OpenAI announced its new model for creating images in ChatGPT yesterday. This model promises more accurate, more detailed, and faster image generation, not only for transforming one image into another, but also for creating completely original images.

I use ChatGPT to create fun images, mostly based on my daughter’s imagination. As I read OpenAI’s announcement, thinking of new images to ask it to create, I couldn’t help but wonder, can a well-crafted image creation prompt also serve as the alt text for that image?

I used ChatGPT’s new image model to create an image based on the following prompt:

Cartoon-styled image of a creature who is a unicorn with wings and a mermaid tail, standing in rainbow-colored field.

ChatGPT created this image in just a couple of minutes:

AI-generated, cartoon-styled image of a creature who is a unicorn with wings and a mermaid tail, standing in a field filled with rainbow-colored flowers. There is a rainbow in the bright blue sky above her.

Alternative text, or alt text, is text that describes the content on an image. It is a substitute, used by people who are unable to see the image itself for any reason.

This image definitely describes my prompt^[1]. Cartoon style. Unicorn with wings and a mermaid tail^[2]. Rainbow colored field. The field is filled with rainbow-colored flowers, a detail not included in my prompt, but the field is still rainbow. Also, the creature is floating, not standing, because how does one stand when they have a mermaid tail and no legs? I did not think that one through.

A new test for alt text?

Creating the image above brought up another, related question: Can AI be used to test the veracity of an image’s alt text?

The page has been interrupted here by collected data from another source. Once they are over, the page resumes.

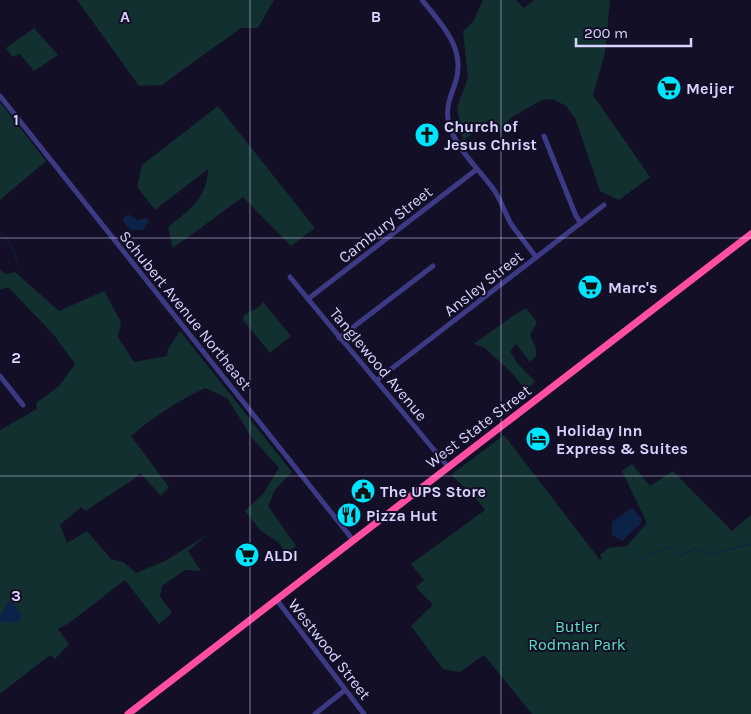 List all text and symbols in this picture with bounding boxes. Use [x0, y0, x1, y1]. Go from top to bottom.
text: A [120, 7, 130, 26]
text: B [371, 7, 381, 26]
scale bar [576, 15, 691, 47]
text: 200 m [584, 24, 628, 42]
supermarket icon: Meijer [656, 75, 682, 101]
place label: Meijer [686, 79, 735, 98]
text: 1 [13, 110, 19, 129]
place label: Church of Jesus Christ [444, 117, 537, 154]
church icon: Church of Jesus Christ [414, 122, 440, 148]
street label: Cambury Street [335, 182, 436, 267]
street label: Schubert Avenue Northeast [115, 227, 256, 394]
street label: Ansley Street [440, 247, 527, 320]
supermarket icon: Marc's [577, 274, 603, 300]
place label: Marc's [608, 278, 657, 297]
street label: Tanglewood Avenue [326, 304, 431, 425]
text: 2 [11, 348, 21, 367]
street label: West State Street [422, 381, 535, 472]
place label: Holiday Inn Express & Suites [556, 421, 688, 458]
hotel icon: Holiday Inn Express & Suites [525, 426, 551, 452]
public building icon: The UPS Store [350, 478, 376, 504]
place label: The UPS Store [380, 482, 486, 501]
restaurant icon: Pizza Hut [336, 502, 362, 528]
place label: Pizza Hut [366, 506, 437, 525]
supermarket icon: ALDI [234, 542, 260, 568]
place label: ALDI [264, 546, 298, 565]
text: 3 [11, 586, 21, 605]
street label: Westwood Street [284, 595, 375, 704]
park label: Butler Rodman Park [528, 617, 626, 654] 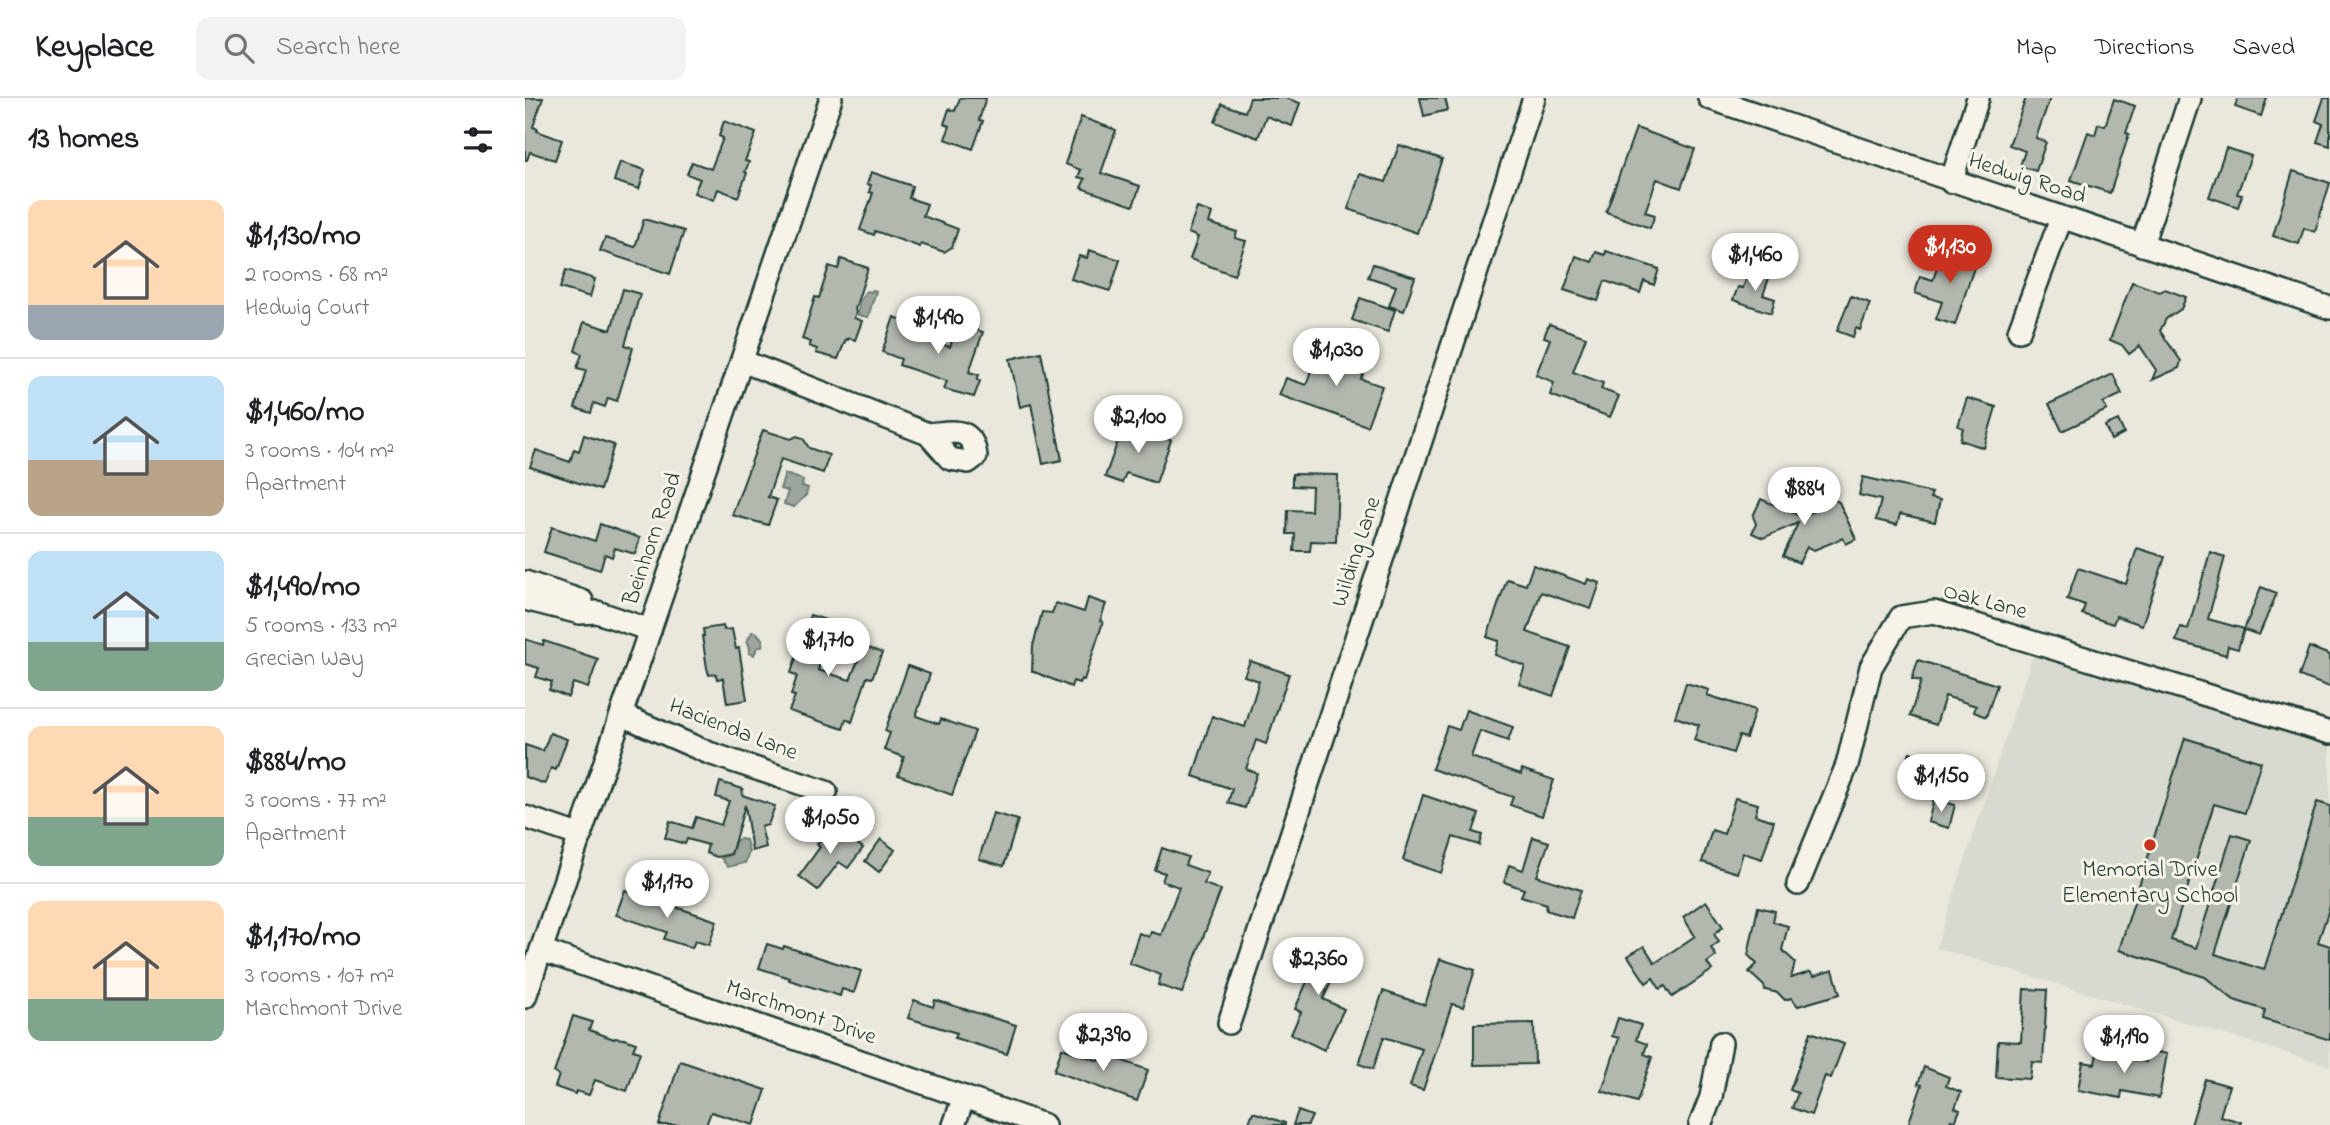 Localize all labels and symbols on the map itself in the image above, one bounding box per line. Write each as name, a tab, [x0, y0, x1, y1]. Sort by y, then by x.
street label: Hedwig Road	[1964, 144, 2090, 215]
pin: $1,130	[1893, 226, 2007, 285]
pin: $1,460	[1698, 234, 1812, 293]
pin: $1,490	[881, 296, 995, 356]
pin: $1,030	[1279, 328, 1393, 388]
pin: $2,100	[1081, 396, 1195, 455]
street label: Beinhorn Road	[615, 468, 691, 611]
pin: $884	[1763, 468, 1845, 527]
street label: Wilding Lane	[1324, 492, 1391, 612]
street label: Oak Lane	[1939, 575, 2031, 629]
pin: $1,710	[771, 618, 885, 678]
street label: Hacienda Lane	[664, 690, 803, 770]
pin: $1,150	[1884, 754, 1998, 814]
pin: $1,050	[773, 796, 887, 856]
marker: Memorial Drive Elementary School	[2142, 837, 2158, 853]
place label: Memorial Drive Elementary School	[2062, 854, 2238, 915]
pin: $1,170	[610, 860, 724, 920]
pin: $2,360	[1261, 937, 1375, 997]
street label: Marchmont Drive	[721, 972, 881, 1054]
pin: $2,390	[1046, 1014, 1160, 1073]
pin: $1,190	[2067, 1016, 2181, 1075] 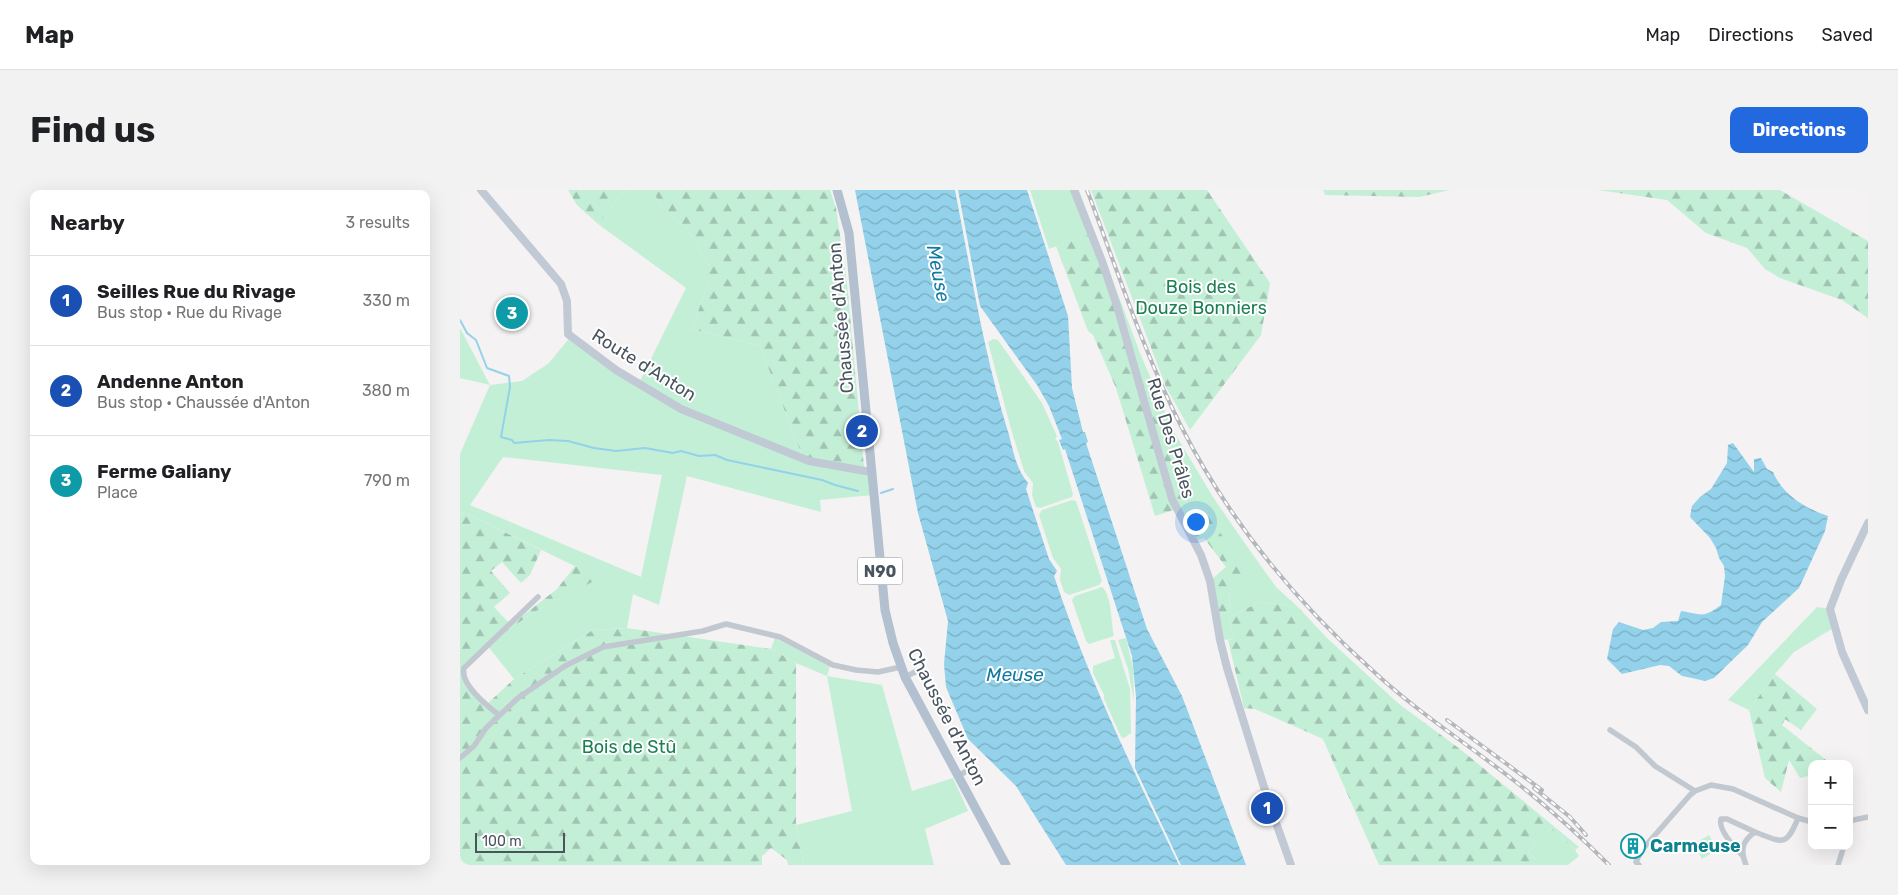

I decided to test this question by using alt text as a prompt to create a new image using ChatGPT’s new image model. Would the generated image be similar to the original?

Test #1: Christmas-themed image from Pexels

Pexels is a free stock image library that is used by developers and designers for a variety of reasons. This first test is of a holiday themed image that was featured on the front page, with the following alt text:

A festive living room featuring a beautifully decorated Christmas tree and cozy fireplace.

The original photo vs. the generated photo

Original image of a festive living room featuring a beautifully decorated Christmas tree and cozy fireplace. AI-generated image of a festive living room featuring a beautifully decorated Christmas tree and cozy fireplace.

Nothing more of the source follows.